I don't know where this thread really belongs, I was just really excited that I was able to make my own graham crackers. They are gluten/dairy free and low corn. (I just found out my kid can't have corn either). I substituted baking soda and cream of tartar for the baking powder and fortunately it worked. I need to work on finding some corn-free baking soda. The only corn element was in the fake butter I used which has natural flavoring derived from corn. Hopefully that is not enough to bother him. I wonder if I could substitute soy milk and molasses for butter in this recipe. Hmmm. Anyway, I was really excited that they turned out because I had run out of snack ideas for my kid.


----------



## snack_pack85 (Nov 11, 2008)

......okay......recipe please...


----------



## B'sgirl (Nov 11, 2008)

Alright.
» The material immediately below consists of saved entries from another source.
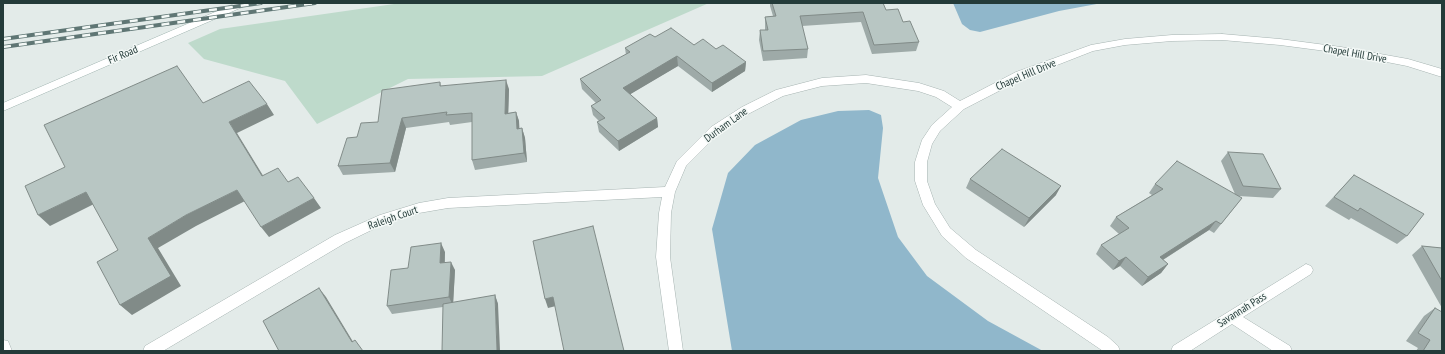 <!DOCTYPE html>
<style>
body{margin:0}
#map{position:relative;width:1445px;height:354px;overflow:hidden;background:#e3ebe9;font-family:"PT Sans Narrow",sans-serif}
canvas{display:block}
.frame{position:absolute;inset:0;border:4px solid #243b39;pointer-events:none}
</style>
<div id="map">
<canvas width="1445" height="354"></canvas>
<div class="frame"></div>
</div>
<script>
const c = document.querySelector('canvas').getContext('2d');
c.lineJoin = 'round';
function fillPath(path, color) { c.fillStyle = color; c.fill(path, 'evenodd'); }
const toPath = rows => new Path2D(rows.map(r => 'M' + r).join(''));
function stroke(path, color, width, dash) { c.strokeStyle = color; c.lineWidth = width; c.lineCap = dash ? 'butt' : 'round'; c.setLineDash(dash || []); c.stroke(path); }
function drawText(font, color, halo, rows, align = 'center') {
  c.font = font + ' "PT Sans Narrow",sans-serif'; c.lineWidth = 3; c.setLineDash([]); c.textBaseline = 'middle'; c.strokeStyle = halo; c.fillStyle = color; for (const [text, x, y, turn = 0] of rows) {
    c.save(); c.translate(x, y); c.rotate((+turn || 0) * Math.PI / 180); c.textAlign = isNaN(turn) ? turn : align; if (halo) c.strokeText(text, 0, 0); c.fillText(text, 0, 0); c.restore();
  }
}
fillPath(toPath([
 [401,3,709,3,542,76,408,79,317,124,285,81,204,59,188,43,220,29]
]), '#bedacb');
fillPath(toPath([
 [953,3,1102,3,1059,11,980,32,970,30,962,24],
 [869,110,881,115,883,128,878,178,898,237,927,276,988,321,1043,351,732,351,712,229,728,173,755,145,801,120,838,111]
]), '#90b7cb');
const street = toPath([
 [1222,34,1280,39,1341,47,1408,59,1442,69,1442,77,1407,66,1341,53,1280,45,1222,40,1172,41,1125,45,1093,51,1024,78,964,109,940,131,932,144,927,162,927,181,935,204,950,228,976,250,1108,337,1118,346,1120,351,1103,351,966,258,942,236,923,205,915,181,915,162,922,140,932,125,952,107,936,97,918,91,866,83,822,86,783,96,750,113,719,133,686,166,675,192,671,213,670,257,683,351,669,351,656,257,659,213,662,197,448,208,419,213,384,224,345,243,163,351,143,351,145,346,335,235,380,215,419,203,448,198,665,187,677,161,711,127,742,107,776,90,822,78,866,75,919,83,944,91,960,101,1016,72,1091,45,1125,39,1172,35,1222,34],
 [1306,264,1311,266,1313,270,1311,274,1243,317,1290,346,1292,351,1273,351,1232,324,1190,351,1171,351,1173,346,1306,264],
 [3,340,8,341,12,351,3,351,3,340]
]);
const secondary = toPath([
 [236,3,249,3,247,5,3,111,3,103,236,3]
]);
stroke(street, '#a6b3b1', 1);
stroke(secondary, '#9fb3af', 1);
fillPath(street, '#fff');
fillPath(secondary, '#fff');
const rail = toPath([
 [3,39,261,3],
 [3,47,315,3]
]);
stroke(rail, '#5f7674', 4);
stroke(rail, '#f3f8f6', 2.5, [8]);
fillPath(toPath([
 [770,3,883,3,886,10,903,22,919,42,916,51,872,54,861,22,802,26,808,49,807,58,763,61,759,40,760,30,765,30,765,17,773,16,770,6],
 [655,37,716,49,746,62,745,71,712,92,678,66,630,94,657,118,658,127,619,151,599,132,597,122,599,121,593,115,591,106,596,103,582,89,580,79,626,55,625,48],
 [440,82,441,86,509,89,508,113,516,112,519,121,519,129,522,128,525,138,527,162,475,170,472,160,472,122,450,125,449,122,406,128,395,172,343,175,338,166,357,137,378,122],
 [1228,152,1281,189,1273,198,1238,196,1242,198,1214,233,1209,230,1163,260,1168,264,1161,273,1142,286,1120,266,1113,270,1096,254,1101,245,1119,234,1110,226,1116,217,1152,195,1149,193,1155,184,1235,194,1221,161],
 [1354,175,1407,236,1397,244,1351,218,1349,220,1325,206],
 [970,179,1056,195,1024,227,966,188],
 [1422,246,1442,248,1442,308,1412,255],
 [445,252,445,263,455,270,453,303,495,295,498,304,443,307,392,314,387,306,408,268],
 [1435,308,1442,351,1416,351,1418,348,1406,341,1424,316]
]), '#9eaaa8');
fillPath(toPath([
 [677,56,678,66,624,98,623,88],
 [746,62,745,71,712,92,712,83],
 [506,80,509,89,508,123,505,114],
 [267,104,274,115,237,133,270,187,262,176,229,122],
 [516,112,519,121,520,138,517,129],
 [402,118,406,128,395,172,390,163],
 [657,118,658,127,619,151,618,141],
 [522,128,525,138,527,162,524,153],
 [1061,186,1056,195,1024,227,1029,218],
 [237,190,245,201,196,226,158,248,181,286,132,315,120,305,148,238,186,215],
 [86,192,96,203,50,226,38,215],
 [314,198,321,208,269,237,261,227],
 [1216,221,1209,230,1153,266,1160,257],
 [441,243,445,252,444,272,440,263],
 [1126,257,1120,266,1113,270,1119,261],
 [451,262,455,270,453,306,449,297],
 [1168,264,1161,273,1142,286,1148,277],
 [319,288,326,297,358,350,352,342],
 [495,295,498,304,500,351,497,351],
 [553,297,556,306,548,308,545,299]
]), '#818b88');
const building = toPath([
 [772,3,883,3,886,10,898,9,903,22,910,21,919,42,874,45,863,12,800,16,808,49,763,51,760,30,768,30,765,17,776,16,772,3],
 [671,28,694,45,703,39,716,49,723,45,746,62,712,83,677,56,623,88,657,118,618,141,597,122,605,118,591,106,601,100,580,79,630,52,625,48,650,34,655,37,671,28],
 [177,66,203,103,249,81,267,104,229,122,262,176,278,168,288,182,298,177,314,198,261,227,237,190,186,215,148,238,171,276,120,305,97,262,118,250,86,192,38,215,25,186,65,167,44,125,177,66],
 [506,80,505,114,516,112,517,129,522,128,524,153,472,160,472,113,446,115,447,112,402,118,390,163,338,166,347,138,357,137,361,123,378,122,382,90,440,82,440,86,506,80],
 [1002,149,1061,186,1029,218,970,179,1002,149],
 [1228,152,1263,154,1281,189,1243,186,1228,152],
 [1177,161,1242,198,1221,224,1216,221,1160,257,1168,264,1148,277,1126,257,1119,261,1101,245,1129,228,1116,217,1163,189,1155,184,1177,161],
 [1354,175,1424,214,1407,236,1360,208,1358,211,1334,197,1354,175],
 [593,226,624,351,564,351,553,297,545,299,533,241,593,226],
 [441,243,440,263,451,262,449,297,387,306,391,270,408,268,411,247,441,243],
 [1422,246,1442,248,1442,281,1422,246],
 [319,288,352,342,355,340,363,351,279,351,263,321,319,288],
 [495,295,497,351,442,351,443,304,495,295],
 [1435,308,1442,312,1442,351,1423,351,1430,340,1418,333,1435,308]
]);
fillPath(building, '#b8c6c3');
stroke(building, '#818b88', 1);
drawText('11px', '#243b39', '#f3f8f6', [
 ["Chapel Hill Drive",1355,54,10],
 ["Fir Road",123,55,-23],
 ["Chapel Hill Drive",1026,75,-23],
 ["Durham Lane",726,125,-36],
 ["Raleigh Court",393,218,-19],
 ["Savannah Pass",1242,310,-32]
]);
</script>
Mix 1 1/2 cups flour with 1/2 c starch of your choice (corn, flour, tapioca), 2 1/2 tsp baking soda, a tsp or so of cinnamon, and I like to throw in some Jamaican Allspice. Then in another bowl melt abt 3/4 c butter. Add 1/4 c honey and 1 tsp vanilla. It might be good to throw in a little molasses too. Slowly add the powder to the liquid and make it into a ball that you can work with your hands. You might need to add a little water, or starch of your choice to make it thinner or thicker, as needed. Refrigerate for an hour. Preaheat oven to 325. Then dust a piece of saran wrap with starch (parchment or wax paper might work too) and roll it out. It's easier to roll if you put saran wrap on top as well so the dough doesn't stick to the rolling pin. When you have filled the plastic wrap pull off the top layer and flip it upside down on a lightly greased baking sheet. Roll or spread with your fingers until it is about 1/8" thick. Cut it into slices with a pizza roller and stab with fork (about 5 times for every 3 square inches). I made patterns on mine with animal cookie cutters, it was very cute. Then bake them for 30 minutes. It's best to break them apart with a spatula as soon as you take them out, while they are still soft, because they get hard fast and then they don't break as smoothly.


----------



## snack_pack85 (Nov 11, 2008)

SWEET, thanks!


----------